TASK REQUIREMENTS — Make an exact copy of the records, and keep the pictures out of it.

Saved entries
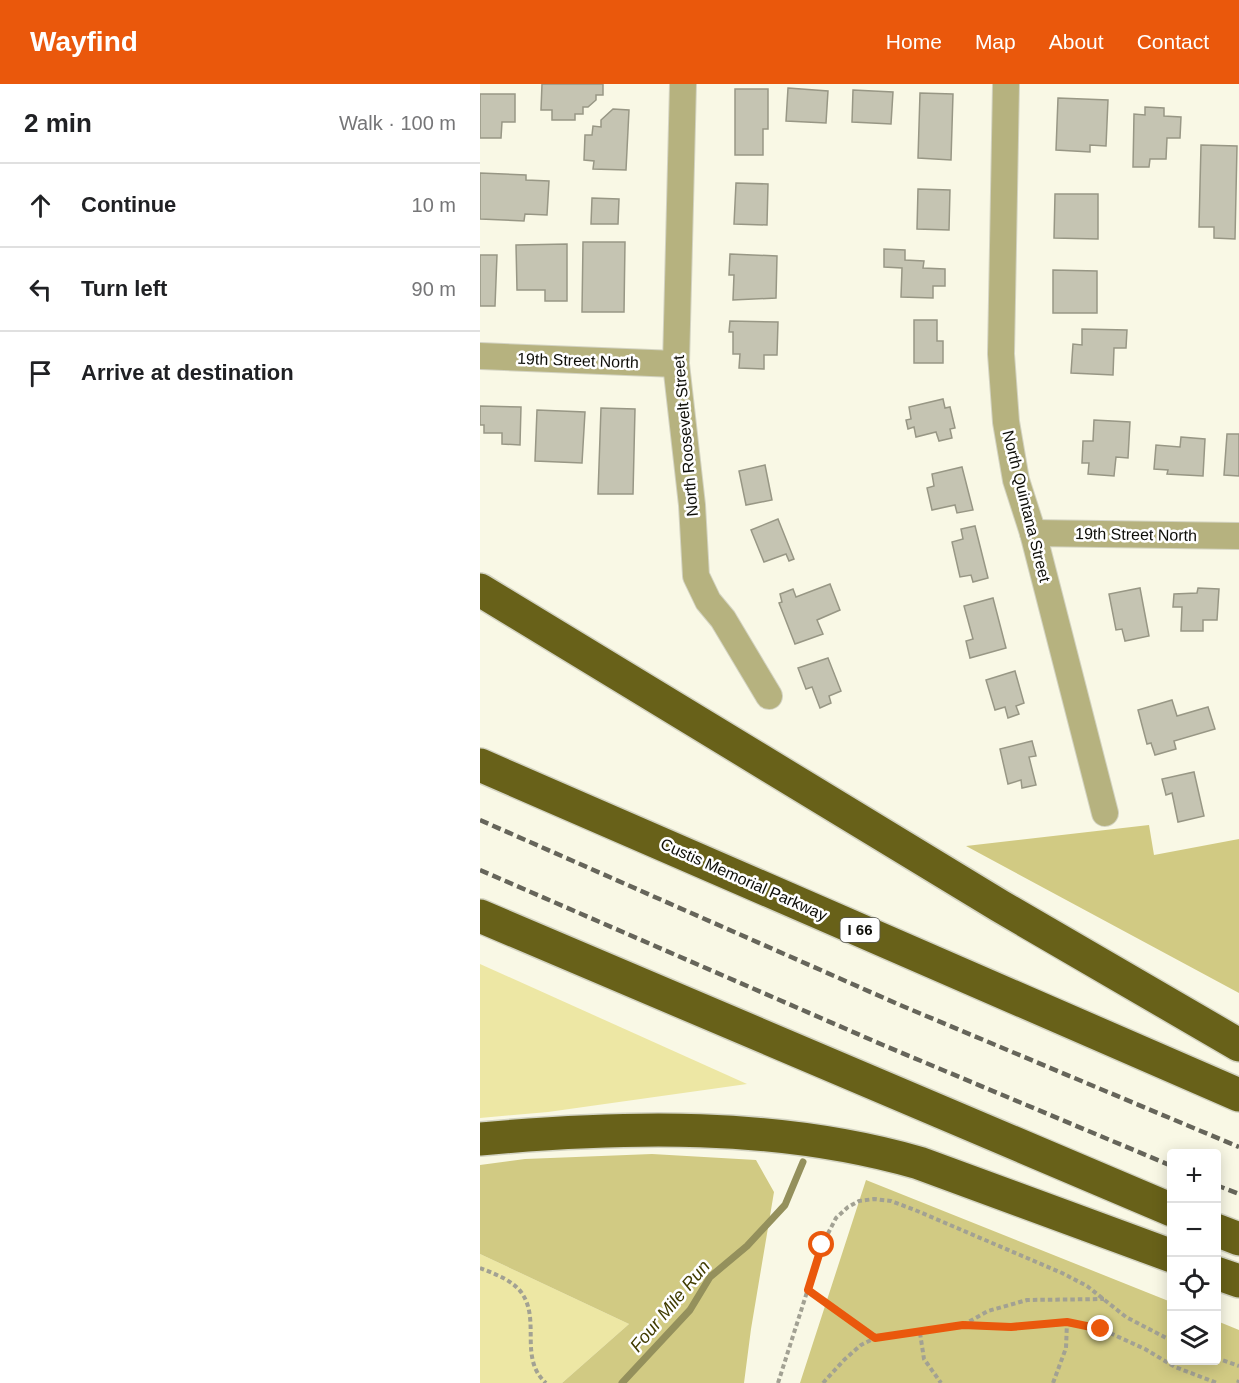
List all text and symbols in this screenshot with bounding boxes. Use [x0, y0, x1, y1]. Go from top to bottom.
text: Wayfind [30, 26, 138, 57]
text: Home [886, 30, 942, 53]
text: Map [975, 30, 1016, 53]
text: About [1049, 30, 1104, 53]
text: Contact [1137, 30, 1209, 53]
text: 2 min [24, 108, 92, 138]
text: Walk · 100 m [339, 112, 456, 134]
icon: ahead [24, 189, 57, 222]
text: Continue [81, 192, 176, 217]
text: 10 m [412, 194, 456, 216]
icon: left [24, 273, 57, 306]
text: Turn left [81, 276, 167, 301]
text: 90 m [412, 278, 456, 300]
street label: 19th Street North [517, 350, 639, 371]
street label: North Roosevelt Street [670, 354, 701, 517]
icon: arrive [24, 357, 57, 390]
text: Arrive at destination [81, 360, 294, 385]
street label: North Quintana Street [999, 429, 1054, 584]
street label: 19th Street North [1075, 525, 1197, 544]
street label: Custis Memorial Parkway [658, 835, 830, 924]
road number: I 66 [840, 918, 880, 942]
map controls [1167, 1149, 1221, 1365]
button: + [1167, 1149, 1221, 1203]
button: − [1167, 1203, 1221, 1257]
route start [808, 1231, 834, 1257]
water label: Four Mile Run [626, 1256, 714, 1356]
button: locate [1167, 1257, 1221, 1311]
button: layers [1167, 1311, 1221, 1365]
route end [1087, 1315, 1113, 1341]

SOLUTION TO THIS PROBLEM —
List all text and symbols in this screenshot with bounding boxes. Use [x0, y0, x1, y1]. Go from top to bottom.
text: Wayfind [30, 26, 138, 57]
text: Home [886, 30, 942, 53]
text: Map [975, 30, 1016, 53]
text: About [1049, 30, 1104, 53]
text: Contact [1137, 30, 1209, 53]
text: 2 min [24, 108, 92, 138]
text: Walk · 100 m [339, 112, 456, 134]
icon: ahead [24, 189, 57, 222]
text: Continue [81, 192, 176, 217]
text: 10 m [412, 194, 456, 216]
icon: left [24, 273, 57, 306]
text: Turn left [81, 276, 167, 301]
text: 90 m [412, 278, 456, 300]
street label: 19th Street North [517, 350, 639, 371]
street label: North Roosevelt Street [670, 354, 701, 517]
icon: arrive [24, 357, 57, 390]
text: Arrive at destination [81, 360, 294, 385]
street label: North Quintana Street [999, 429, 1054, 584]
street label: 19th Street North [1075, 525, 1197, 544]
street label: Custis Memorial Parkway [658, 835, 830, 924]
road number: I 66 [840, 918, 880, 942]
map controls [1167, 1149, 1221, 1365]
button: + [1167, 1149, 1221, 1203]
button: − [1167, 1203, 1221, 1257]
route start [808, 1231, 834, 1257]
water label: Four Mile Run [626, 1256, 714, 1356]
button: locate [1167, 1257, 1221, 1311]
button: layers [1167, 1311, 1221, 1365]
route end [1087, 1315, 1113, 1341]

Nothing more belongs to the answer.